Those lines of the material below that fall between its first line and the line with "0 #b9bac0) drop-shadow(-2px", both included, are to be repeated exactly.

[[ Available data, beginning ]]

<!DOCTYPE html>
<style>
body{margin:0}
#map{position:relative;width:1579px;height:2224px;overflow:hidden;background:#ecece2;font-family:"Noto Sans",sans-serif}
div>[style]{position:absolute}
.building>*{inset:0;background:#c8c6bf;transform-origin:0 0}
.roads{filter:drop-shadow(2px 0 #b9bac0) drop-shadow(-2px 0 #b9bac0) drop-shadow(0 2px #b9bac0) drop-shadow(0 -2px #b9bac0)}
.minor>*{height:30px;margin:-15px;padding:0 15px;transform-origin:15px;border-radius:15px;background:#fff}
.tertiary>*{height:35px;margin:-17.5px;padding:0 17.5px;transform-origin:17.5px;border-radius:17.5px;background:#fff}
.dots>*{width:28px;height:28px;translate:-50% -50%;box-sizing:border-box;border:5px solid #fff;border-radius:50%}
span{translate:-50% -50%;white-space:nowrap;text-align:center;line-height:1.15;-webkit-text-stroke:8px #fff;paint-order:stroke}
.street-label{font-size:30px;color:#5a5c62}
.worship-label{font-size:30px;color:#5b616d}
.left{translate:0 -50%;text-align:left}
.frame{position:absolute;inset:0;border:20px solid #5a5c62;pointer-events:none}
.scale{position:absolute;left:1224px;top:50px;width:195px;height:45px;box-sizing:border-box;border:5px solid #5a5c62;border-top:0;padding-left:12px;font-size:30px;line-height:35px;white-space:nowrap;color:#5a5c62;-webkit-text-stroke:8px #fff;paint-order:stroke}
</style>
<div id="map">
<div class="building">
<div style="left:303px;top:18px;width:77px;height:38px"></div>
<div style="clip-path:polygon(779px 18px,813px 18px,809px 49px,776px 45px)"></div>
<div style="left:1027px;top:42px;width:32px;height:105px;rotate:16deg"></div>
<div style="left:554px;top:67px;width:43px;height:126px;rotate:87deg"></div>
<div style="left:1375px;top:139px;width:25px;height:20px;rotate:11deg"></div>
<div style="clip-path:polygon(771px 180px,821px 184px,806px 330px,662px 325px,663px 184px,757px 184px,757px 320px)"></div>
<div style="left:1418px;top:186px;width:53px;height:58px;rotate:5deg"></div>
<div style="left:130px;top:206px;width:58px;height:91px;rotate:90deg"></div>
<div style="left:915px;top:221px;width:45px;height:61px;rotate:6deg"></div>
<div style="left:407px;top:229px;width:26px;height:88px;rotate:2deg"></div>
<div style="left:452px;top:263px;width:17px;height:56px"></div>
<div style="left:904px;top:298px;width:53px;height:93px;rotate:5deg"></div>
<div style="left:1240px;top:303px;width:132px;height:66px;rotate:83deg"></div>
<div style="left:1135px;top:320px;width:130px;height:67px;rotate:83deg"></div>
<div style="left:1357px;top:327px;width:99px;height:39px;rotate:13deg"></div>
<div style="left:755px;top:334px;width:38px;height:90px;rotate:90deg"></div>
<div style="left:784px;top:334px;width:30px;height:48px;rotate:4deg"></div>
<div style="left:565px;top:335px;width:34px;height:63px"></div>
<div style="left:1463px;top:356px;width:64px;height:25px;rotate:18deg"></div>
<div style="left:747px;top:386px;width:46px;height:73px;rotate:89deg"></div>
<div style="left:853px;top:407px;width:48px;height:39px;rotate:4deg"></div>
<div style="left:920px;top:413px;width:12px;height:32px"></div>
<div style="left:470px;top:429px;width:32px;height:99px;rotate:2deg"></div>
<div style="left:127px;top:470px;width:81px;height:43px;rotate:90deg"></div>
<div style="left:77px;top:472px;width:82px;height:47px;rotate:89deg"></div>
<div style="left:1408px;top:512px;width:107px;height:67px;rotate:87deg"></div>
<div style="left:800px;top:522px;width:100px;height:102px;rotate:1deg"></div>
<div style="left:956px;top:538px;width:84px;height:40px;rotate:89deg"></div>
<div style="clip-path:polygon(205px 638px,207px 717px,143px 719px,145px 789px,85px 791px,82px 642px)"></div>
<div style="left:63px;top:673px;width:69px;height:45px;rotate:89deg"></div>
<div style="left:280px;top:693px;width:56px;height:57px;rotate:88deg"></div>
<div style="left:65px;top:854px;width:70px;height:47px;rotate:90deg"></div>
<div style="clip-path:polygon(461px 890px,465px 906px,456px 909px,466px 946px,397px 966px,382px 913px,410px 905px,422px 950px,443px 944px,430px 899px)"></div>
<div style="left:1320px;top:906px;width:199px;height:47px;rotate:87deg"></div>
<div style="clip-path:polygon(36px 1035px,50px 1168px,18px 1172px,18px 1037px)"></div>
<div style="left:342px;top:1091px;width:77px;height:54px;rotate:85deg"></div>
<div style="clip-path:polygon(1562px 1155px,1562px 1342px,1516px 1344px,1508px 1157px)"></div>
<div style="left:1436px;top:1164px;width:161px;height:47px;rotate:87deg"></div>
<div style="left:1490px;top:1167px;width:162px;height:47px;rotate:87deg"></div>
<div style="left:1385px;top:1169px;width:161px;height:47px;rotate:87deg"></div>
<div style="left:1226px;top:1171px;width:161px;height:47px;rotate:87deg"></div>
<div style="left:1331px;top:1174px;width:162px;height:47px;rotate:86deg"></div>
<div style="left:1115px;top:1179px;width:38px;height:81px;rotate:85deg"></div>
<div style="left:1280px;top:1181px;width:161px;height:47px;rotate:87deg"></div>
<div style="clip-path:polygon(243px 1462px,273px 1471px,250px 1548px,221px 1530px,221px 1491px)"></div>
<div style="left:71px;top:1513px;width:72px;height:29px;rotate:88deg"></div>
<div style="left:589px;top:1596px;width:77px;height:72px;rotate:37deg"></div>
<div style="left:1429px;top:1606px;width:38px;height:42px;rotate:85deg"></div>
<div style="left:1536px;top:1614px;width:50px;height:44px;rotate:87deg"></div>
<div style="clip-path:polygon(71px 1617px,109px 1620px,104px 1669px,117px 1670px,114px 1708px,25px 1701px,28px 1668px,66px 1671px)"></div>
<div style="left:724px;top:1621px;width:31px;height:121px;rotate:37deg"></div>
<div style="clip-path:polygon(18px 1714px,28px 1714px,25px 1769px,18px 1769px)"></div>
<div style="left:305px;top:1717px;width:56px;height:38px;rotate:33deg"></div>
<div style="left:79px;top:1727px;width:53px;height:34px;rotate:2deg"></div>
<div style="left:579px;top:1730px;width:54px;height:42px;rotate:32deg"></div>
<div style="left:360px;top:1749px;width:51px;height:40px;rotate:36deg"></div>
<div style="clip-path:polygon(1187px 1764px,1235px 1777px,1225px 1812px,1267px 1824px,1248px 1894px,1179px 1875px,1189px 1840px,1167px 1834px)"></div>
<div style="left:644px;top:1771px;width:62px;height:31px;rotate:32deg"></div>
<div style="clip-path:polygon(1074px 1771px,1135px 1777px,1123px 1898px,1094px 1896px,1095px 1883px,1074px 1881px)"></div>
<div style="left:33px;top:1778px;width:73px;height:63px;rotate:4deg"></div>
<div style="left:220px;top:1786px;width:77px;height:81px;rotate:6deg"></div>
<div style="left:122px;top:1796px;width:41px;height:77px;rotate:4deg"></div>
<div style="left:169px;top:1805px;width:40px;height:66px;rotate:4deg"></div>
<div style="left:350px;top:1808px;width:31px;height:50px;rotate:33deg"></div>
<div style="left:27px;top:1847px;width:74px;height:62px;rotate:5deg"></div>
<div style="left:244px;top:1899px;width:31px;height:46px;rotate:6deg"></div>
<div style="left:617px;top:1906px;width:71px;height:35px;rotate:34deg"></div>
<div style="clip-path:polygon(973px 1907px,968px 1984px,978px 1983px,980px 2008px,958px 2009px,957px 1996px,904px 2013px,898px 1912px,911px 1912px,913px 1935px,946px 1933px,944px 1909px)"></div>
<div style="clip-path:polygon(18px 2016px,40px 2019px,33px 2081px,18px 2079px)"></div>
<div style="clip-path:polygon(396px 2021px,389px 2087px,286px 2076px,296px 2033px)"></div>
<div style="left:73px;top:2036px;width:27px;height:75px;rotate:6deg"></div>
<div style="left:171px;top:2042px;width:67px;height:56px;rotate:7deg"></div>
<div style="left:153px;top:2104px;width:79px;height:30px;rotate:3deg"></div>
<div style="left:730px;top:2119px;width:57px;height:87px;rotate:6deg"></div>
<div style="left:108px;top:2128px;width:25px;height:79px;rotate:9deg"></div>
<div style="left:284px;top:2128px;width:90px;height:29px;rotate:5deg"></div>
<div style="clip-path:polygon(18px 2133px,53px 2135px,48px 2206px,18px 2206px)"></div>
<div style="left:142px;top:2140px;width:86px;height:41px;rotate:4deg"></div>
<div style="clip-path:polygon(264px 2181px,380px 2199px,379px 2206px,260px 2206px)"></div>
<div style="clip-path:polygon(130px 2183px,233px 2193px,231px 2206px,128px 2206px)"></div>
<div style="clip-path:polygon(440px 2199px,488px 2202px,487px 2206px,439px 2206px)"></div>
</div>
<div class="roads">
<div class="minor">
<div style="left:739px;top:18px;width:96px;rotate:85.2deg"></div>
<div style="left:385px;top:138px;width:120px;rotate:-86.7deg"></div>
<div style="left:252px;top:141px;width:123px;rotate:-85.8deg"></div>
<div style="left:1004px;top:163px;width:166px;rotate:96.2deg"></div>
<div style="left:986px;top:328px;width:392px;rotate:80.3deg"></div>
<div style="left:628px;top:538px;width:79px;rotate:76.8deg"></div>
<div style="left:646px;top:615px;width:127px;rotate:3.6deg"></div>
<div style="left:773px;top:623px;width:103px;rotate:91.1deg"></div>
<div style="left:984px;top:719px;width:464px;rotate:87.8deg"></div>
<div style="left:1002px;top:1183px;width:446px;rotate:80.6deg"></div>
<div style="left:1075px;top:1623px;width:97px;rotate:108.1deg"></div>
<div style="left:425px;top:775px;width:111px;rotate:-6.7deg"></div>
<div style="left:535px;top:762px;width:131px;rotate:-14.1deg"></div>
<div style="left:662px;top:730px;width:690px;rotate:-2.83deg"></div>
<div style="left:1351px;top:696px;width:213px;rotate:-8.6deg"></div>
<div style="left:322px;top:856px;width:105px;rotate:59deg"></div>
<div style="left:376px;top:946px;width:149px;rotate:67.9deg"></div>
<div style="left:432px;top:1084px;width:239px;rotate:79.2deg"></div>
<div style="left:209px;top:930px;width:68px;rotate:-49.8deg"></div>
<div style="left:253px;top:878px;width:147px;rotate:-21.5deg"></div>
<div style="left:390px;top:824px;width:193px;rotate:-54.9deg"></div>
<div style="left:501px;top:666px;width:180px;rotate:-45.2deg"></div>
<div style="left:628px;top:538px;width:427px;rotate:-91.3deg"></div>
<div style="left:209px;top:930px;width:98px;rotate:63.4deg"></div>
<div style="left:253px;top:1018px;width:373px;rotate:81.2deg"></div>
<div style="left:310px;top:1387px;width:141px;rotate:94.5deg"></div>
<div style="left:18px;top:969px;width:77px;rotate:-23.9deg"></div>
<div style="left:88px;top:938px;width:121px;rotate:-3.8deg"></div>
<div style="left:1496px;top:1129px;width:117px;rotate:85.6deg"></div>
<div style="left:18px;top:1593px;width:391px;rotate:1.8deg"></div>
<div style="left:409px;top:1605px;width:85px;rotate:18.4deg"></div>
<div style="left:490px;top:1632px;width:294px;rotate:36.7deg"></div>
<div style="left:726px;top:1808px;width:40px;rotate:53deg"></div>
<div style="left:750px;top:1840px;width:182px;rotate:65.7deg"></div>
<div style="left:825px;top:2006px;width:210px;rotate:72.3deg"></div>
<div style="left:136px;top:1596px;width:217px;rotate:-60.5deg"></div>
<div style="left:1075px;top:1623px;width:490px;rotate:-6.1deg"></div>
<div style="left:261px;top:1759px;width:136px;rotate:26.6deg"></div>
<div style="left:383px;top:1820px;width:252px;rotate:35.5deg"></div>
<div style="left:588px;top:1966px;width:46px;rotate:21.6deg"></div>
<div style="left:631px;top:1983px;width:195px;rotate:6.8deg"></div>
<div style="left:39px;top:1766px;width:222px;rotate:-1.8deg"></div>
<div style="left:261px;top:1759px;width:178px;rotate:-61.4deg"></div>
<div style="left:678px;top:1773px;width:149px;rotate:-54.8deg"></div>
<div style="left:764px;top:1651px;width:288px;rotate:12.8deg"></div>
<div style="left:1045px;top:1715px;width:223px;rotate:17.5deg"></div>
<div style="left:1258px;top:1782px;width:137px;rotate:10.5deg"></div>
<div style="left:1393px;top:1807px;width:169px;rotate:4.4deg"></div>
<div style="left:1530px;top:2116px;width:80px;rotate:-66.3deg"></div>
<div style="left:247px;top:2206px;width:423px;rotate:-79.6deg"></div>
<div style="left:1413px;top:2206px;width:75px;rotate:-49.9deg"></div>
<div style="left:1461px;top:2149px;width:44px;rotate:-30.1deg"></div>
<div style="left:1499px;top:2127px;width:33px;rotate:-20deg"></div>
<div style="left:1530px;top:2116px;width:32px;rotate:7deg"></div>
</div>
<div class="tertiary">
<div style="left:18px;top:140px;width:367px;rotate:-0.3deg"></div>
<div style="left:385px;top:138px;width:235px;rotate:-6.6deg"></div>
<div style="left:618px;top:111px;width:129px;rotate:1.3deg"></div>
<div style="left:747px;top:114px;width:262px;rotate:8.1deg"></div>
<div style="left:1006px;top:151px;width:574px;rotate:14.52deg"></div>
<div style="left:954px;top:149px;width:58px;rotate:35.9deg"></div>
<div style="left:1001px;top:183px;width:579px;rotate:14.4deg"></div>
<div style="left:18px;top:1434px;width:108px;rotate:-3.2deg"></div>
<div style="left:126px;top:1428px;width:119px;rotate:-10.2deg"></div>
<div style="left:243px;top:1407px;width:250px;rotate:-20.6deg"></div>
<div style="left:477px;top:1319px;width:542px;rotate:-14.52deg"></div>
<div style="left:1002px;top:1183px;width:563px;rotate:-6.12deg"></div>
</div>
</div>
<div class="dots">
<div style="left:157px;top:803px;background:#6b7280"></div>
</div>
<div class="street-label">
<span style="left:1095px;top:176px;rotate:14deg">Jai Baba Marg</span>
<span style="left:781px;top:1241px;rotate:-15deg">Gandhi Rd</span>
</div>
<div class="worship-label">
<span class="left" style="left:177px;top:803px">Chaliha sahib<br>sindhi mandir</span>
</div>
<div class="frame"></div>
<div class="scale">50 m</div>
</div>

[[ Available data, end ]]

Response to the exercise
<!DOCTYPE html>
<style>
body{margin:0}
#map{position:relative;width:1579px;height:2224px;overflow:hidden;background:#ecece2;font-family:"Noto Sans",sans-serif}
div>[style]{position:absolute}
.building>*{inset:0;background:#c8c6bf;transform-origin:0 0}
.roads{filter:drop-shadow(2px 0 #b9bac0) drop-shadow(-2px 0 #b9bac0) drop-shadow(0 2px #b9bac0) drop-shadow(0 -2px #b9bac0)}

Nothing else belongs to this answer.